** What to produce **
Up to and including the line that holds "0 #cab8a9) drop-shadow(-2px", copy every line of the records below exactly, starting at the first; leave pictures out.

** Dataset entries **
══════

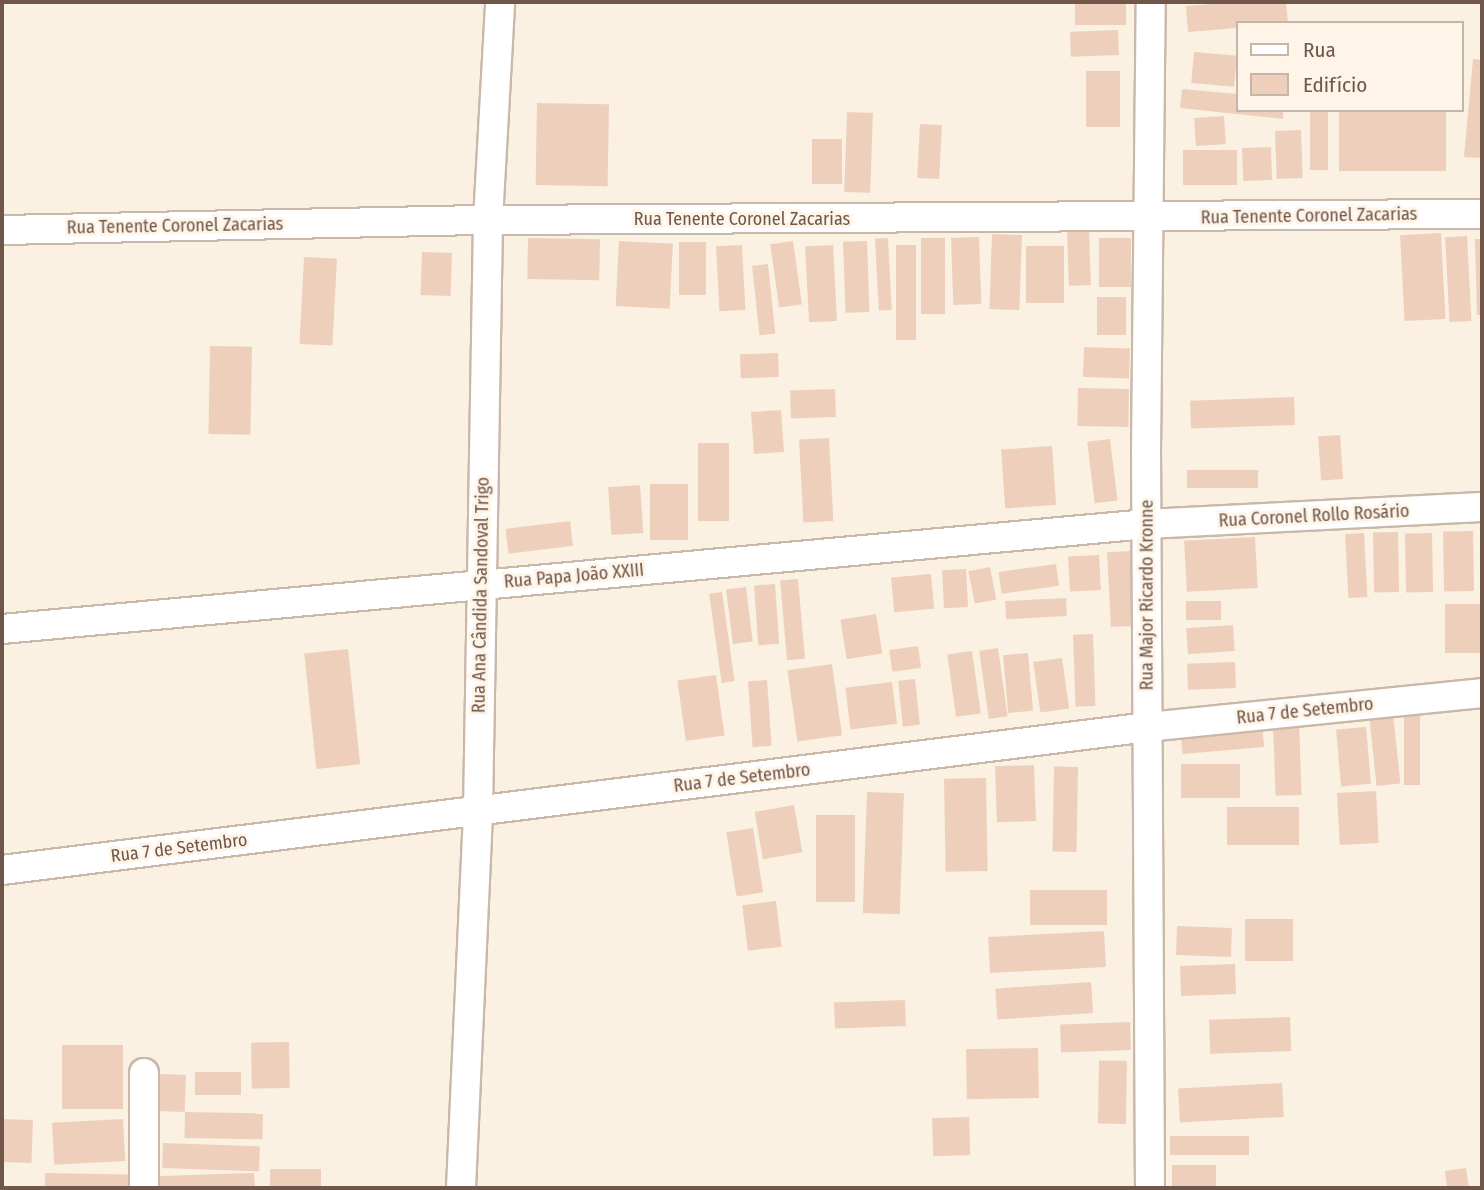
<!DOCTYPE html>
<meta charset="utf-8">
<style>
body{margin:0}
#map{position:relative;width:1484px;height:1190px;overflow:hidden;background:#faf1e2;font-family:"Fira Sans Condensed",sans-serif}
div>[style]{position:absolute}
.building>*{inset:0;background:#eecfbb;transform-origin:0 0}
.roads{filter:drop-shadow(2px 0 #cab8a9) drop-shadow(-2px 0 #cab8a9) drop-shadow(0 2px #cab8a9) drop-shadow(0 -2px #cab8a9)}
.minor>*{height:28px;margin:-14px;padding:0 14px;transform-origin:14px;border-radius:14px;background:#fff}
span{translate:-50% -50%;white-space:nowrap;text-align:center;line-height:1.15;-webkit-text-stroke:6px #fef5e8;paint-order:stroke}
.street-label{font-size:18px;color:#70574a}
.frame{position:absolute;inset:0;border:4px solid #70574a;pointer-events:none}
.legend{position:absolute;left:1236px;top:21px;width:228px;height:91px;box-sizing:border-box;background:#fef5e8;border:2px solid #c5b6a9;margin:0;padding:9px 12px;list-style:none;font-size:21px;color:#70574a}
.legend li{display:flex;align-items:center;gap:14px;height:35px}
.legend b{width:35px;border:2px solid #c5b6a9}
</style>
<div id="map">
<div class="building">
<div style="left:1075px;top:2px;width:51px;height:23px"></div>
<div style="clip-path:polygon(1237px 2px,1286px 2px,1288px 23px,1237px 23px,1237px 28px,1188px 32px,1186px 6px)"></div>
<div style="left:1118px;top:30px;width:25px;height:48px;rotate:88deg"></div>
<div style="left:1194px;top:52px;width:43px;height:31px;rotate:5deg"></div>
<div style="clip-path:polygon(1473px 59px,1482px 60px,1482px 158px,1464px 157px)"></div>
<div style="left:1086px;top:71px;width:34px;height:56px"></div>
<div style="clip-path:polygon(1182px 89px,1237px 94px,1237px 110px,1283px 110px,1283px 119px,1180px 108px)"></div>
<div style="left:537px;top:103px;width:72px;height:82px;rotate:1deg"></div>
<div style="left:1310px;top:110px;width:18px;height:60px"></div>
<div style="left:1339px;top:110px;width:107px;height:61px"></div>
<div style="left:847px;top:112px;width:26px;height:80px;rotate:2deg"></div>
<div style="left:1224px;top:116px;width:28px;height:30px;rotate:86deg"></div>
<div style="left:920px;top:124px;width:22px;height:54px;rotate:3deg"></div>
<div style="left:1301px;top:130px;width:48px;height:26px;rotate:88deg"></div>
<div style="left:812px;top:139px;width:30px;height:45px"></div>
<div style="left:1271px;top:147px;width:33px;height:29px;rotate:88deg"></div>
<div style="left:1237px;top:150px;width:35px;height:54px;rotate:90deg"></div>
<div style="left:1089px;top:230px;width:55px;height:22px;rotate:88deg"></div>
<div style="left:1441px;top:233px;width:86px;height:41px;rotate:87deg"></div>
<div style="left:992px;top:234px;width:30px;height:75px;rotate:2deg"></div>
<div style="left:1467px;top:236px;width:85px;height:22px;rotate:87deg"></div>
<div style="left:979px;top:237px;width:67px;height:28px;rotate:88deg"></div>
<div style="left:528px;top:238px;width:72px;height:41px;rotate:1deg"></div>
<div style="left:888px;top:238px;width:72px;height:13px;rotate:87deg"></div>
<div style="left:921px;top:238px;width:24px;height:76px"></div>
<div style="left:1099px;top:238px;width:32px;height:49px"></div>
<div style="clip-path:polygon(1475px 239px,1482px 239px,1482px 315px,1477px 315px)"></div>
<div style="left:619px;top:241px;width:54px;height:65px;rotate:3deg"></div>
<div style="left:793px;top:241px;width:64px;height:23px;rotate:82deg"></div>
<div style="left:867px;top:241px;width:71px;height:24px;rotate:88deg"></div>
<div style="left:679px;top:242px;width:27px;height:53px"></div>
<div style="left:742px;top:245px;width:65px;height:26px;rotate:87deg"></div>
<div style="left:833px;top:245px;width:76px;height:28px;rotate:87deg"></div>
<div style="left:916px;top:245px;width:95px;height:20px;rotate:90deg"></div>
<div style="left:1064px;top:246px;width:57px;height:38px;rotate:90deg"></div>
<div style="left:422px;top:252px;width:30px;height:43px;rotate:2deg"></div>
<div style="left:304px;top:257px;width:33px;height:87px;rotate:3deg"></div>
<div style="left:768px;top:264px;width:70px;height:16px;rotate:84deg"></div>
<div style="left:1097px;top:297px;width:29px;height:38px"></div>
<div style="left:210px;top:346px;width:42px;height:88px;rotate:1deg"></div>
<div style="left:1084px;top:347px;width:46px;height:30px;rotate:2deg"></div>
<div style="left:778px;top:353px;width:24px;height:38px;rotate:88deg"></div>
<div style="left:1078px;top:388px;width:51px;height:38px;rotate:1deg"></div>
<div style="left:835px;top:389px;width:28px;height:45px;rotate:88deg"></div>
<div style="left:1294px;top:397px;width:28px;height:104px;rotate:88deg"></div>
<div style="left:781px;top:410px;width:42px;height:30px;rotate:86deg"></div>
<div style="left:1340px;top:435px;width:44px;height:22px;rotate:86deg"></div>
<div style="left:829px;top:438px;width:83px;height:30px;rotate:87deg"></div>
<div style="left:1110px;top:439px;width:62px;height:23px;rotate:83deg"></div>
<div style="left:698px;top:443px;width:31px;height:78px"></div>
<div style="left:1052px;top:446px;width:59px;height:51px;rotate:86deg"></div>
<div style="left:1258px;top:470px;width:18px;height:71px;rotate:90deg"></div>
<div style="left:688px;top:484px;width:56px;height:38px;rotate:90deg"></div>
<div style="left:640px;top:485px;width:48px;height:32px;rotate:86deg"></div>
<div style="left:570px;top:521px;width:25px;height:65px;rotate:83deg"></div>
<div style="left:1473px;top:531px;width:60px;height:30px;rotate:89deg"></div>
<div style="left:1398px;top:532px;width:60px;height:25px;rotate:89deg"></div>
<div style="left:1364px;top:533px;width:64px;height:19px;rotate:87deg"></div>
<div style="left:1432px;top:533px;width:59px;height:27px;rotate:89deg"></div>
<div style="left:1255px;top:537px;width:51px;height:71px;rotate:87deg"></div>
<div style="left:1130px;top:551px;width:75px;height:23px;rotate:87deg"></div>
<div style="left:1099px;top:555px;width:35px;height:31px;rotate:87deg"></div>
<div style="left:1056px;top:564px;width:22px;height:58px;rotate:82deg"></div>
<div style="left:990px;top:567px;width:33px;height:22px;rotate:79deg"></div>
<div style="left:966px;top:569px;width:38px;height:24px;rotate:87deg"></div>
<div style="left:931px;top:574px;width:35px;height:40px;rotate:85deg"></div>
<div style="left:798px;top:579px;width:80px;height:18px;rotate:85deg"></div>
<div style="left:775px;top:584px;width:60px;height:21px;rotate:86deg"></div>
<div style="left:746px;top:587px;width:55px;height:20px;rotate:83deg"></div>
<div style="left:722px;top:592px;width:90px;height:13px;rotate:82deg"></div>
<div style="left:1066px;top:598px;width:18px;height:61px;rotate:87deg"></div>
<div style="left:1221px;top:601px;width:19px;height:35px;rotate:90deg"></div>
<div style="left:1482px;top:604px;width:49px;height:37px;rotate:90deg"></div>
<div style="left:876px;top:614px;width:40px;height:36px;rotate:81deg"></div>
<div style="left:1233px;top:625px;width:26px;height:47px;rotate:86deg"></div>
<div style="left:1093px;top:634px;width:72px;height:20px;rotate:88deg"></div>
<div style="left:918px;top:646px;width:22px;height:29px;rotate:82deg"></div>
<div style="left:998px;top:648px;width:69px;height:19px;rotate:82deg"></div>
<div style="left:348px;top:649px;width:116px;height:44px;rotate:84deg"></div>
<div style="left:972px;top:651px;width:63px;height:25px;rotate:82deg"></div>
<div style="left:1028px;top:653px;width:58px;height:25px;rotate:85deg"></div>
<div style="left:1062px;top:658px;width:51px;height:29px;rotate:82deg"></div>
<div style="left:1235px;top:662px;width:26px;height:48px;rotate:88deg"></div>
<div style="left:832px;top:664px;width:72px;height:45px;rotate:82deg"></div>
<div style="left:716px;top:675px;width:61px;height:39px;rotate:82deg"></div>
<div style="left:915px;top:679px;width:46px;height:17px;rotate:84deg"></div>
<div style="left:767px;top:680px;width:66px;height:19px;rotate:86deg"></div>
<div style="left:892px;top:682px;width:42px;height:47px;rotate:83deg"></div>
<div style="left:1404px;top:711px;width:16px;height:74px"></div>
<div style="left:1393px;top:713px;width:71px;height:24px;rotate:84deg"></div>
<div style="left:1262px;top:722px;width:25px;height:82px;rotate:85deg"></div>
<div style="left:1299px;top:722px;width:73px;height:26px;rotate:88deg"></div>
<div style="left:1366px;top:727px;width:57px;height:30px;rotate:85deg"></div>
<div style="left:1240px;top:764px;width:34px;height:59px;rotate:90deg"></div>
<div style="left:1034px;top:765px;width:56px;height:39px;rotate:88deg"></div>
<div style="left:1078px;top:767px;width:85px;height:24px;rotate:91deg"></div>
<div style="left:986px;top:778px;width:93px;height:42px;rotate:89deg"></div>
<div style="left:1376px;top:791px;width:52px;height:39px;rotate:87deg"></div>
<div style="left:867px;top:792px;width:37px;height:121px;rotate:2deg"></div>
<div style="left:794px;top:805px;width:48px;height:40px;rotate:80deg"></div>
<div style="left:1299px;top:807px;width:38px;height:72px;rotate:90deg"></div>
<div style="left:816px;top:815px;width:39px;height:87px"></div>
<div style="left:753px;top:828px;width:65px;height:27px;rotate:81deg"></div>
<div style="left:1107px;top:890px;width:35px;height:77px;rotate:90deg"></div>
<div style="left:776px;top:901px;width:46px;height:34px;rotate:83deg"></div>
<div style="left:1245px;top:919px;width:48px;height:42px"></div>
<div style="left:1177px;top:926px;width:55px;height:29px;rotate:2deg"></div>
<div style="left:1104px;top:931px;width:36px;height:116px;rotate:87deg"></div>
<div style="left:1235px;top:964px;width:30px;height:55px;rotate:88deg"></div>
<div style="left:1091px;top:982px;width:31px;height:96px;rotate:86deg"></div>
<div style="left:905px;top:1000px;width:26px;height:71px;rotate:88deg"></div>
<div style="left:1290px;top:1017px;width:34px;height:81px;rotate:88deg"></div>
<div style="left:1130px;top:1022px;width:28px;height:70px;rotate:88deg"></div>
<div style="left:289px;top:1042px;width:46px;height:38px;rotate:89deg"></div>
<div style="left:62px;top:1045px;width:61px;height:64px"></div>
<div style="left:1038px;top:1048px;width:50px;height:72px;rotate:89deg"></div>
<div style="left:1127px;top:1061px;width:63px;height:28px;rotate:91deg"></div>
<div style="left:195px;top:1072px;width:46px;height:23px"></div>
<div style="left:159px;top:1074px;width:27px;height:37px;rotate:2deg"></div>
<div style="left:1282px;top:1083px;width:34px;height:104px;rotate:87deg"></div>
<div style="left:185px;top:1112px;width:78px;height:26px;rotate:1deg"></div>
<div style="left:969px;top:1117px;width:38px;height:37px;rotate:88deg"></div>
<div style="left:2px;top:1119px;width:31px;height:43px;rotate:2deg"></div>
<div style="left:123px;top:1119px;width:42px;height:71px;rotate:87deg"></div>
<div style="left:1249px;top:1136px;width:19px;height:79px;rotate:90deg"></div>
<div style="left:163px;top:1143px;width:97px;height:25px;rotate:2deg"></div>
<div style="left:1216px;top:1165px;width:23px;height:44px;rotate:90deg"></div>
<div style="clip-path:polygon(1466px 1168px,1469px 1188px,1447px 1188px,1445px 1171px)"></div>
<div style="left:270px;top:1169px;width:51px;height:19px"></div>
<div style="left:45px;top:1173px;width:95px;height:15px;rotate:1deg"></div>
<div style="clip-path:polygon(254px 1173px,255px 1188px,160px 1188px,159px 1176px)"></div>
</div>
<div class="roads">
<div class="minor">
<div style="left:2px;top:230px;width:486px;rotate:-1.2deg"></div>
<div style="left:488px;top:220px;width:994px;rotate:-0.35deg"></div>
<div style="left:2px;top:629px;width:1149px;rotate:-5.24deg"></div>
<div style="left:1146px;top:524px;width:336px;rotate:-2.9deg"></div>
<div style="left:2px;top:870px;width:1155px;rotate:-7.11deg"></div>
<div style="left:1148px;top:727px;width:336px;rotate:-5.8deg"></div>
<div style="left:144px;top:1188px;width:115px;rotate:-90deg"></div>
<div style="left:461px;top:1188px;width:376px;rotate:-87.4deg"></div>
<div style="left:478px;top:812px;width:592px;rotate:-89.03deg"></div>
<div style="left:488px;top:220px;width:218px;rotate:-86.8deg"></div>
<div style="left:1150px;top:1188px;width:737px;rotate:-90.31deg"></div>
<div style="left:1146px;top:451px;width:449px;rotate:-89.4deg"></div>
</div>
</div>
<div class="street-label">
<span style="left:1309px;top:216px;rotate:-1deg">Rua Tenente Coronel Zacarias</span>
<span style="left:742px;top:219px">Rua Tenente Coronel Zacarias</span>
<span style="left:175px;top:226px;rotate:-1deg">Rua Tenente Coronel Zacarias</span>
<span style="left:1314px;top:516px;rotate:-3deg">Rua Coronel Rollo Rosário</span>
<span style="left:574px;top:576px;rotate:-5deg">Rua Papa João XXIII</span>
<span style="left:481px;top:595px;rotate:-89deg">Rua Ana Cândida Sandoval Trigo</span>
<span style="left:1147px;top:595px;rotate:-90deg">Rua Major Ricardo Kronne</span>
<span style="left:1305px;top:711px;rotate:-6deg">Rua 7 de Setembro</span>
<span style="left:742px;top:778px;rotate:-7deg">Rua 7 de Setembro</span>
<span style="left:179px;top:848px;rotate:-7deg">Rua 7 de Setembro</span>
</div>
<div class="frame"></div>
<ul class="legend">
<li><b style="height:9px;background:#fff"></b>Rua</li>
<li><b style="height:19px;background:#eecfbb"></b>Edifício</li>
</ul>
</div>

══════

** Answer section **
<!DOCTYPE html>
<meta charset="utf-8">
<style>
body{margin:0}
#map{position:relative;width:1484px;height:1190px;overflow:hidden;background:#faf1e2;font-family:"Fira Sans Condensed",sans-serif}
div>[style]{position:absolute}
.building>*{inset:0;background:#eecfbb;transform-origin:0 0}
.roads{filter:drop-shadow(2px 0 #cab8a9) drop-shadow(-2px 0 #cab8a9) drop-shadow(0 2px #cab8a9) drop-shadow(0 -2px #cab8a9)}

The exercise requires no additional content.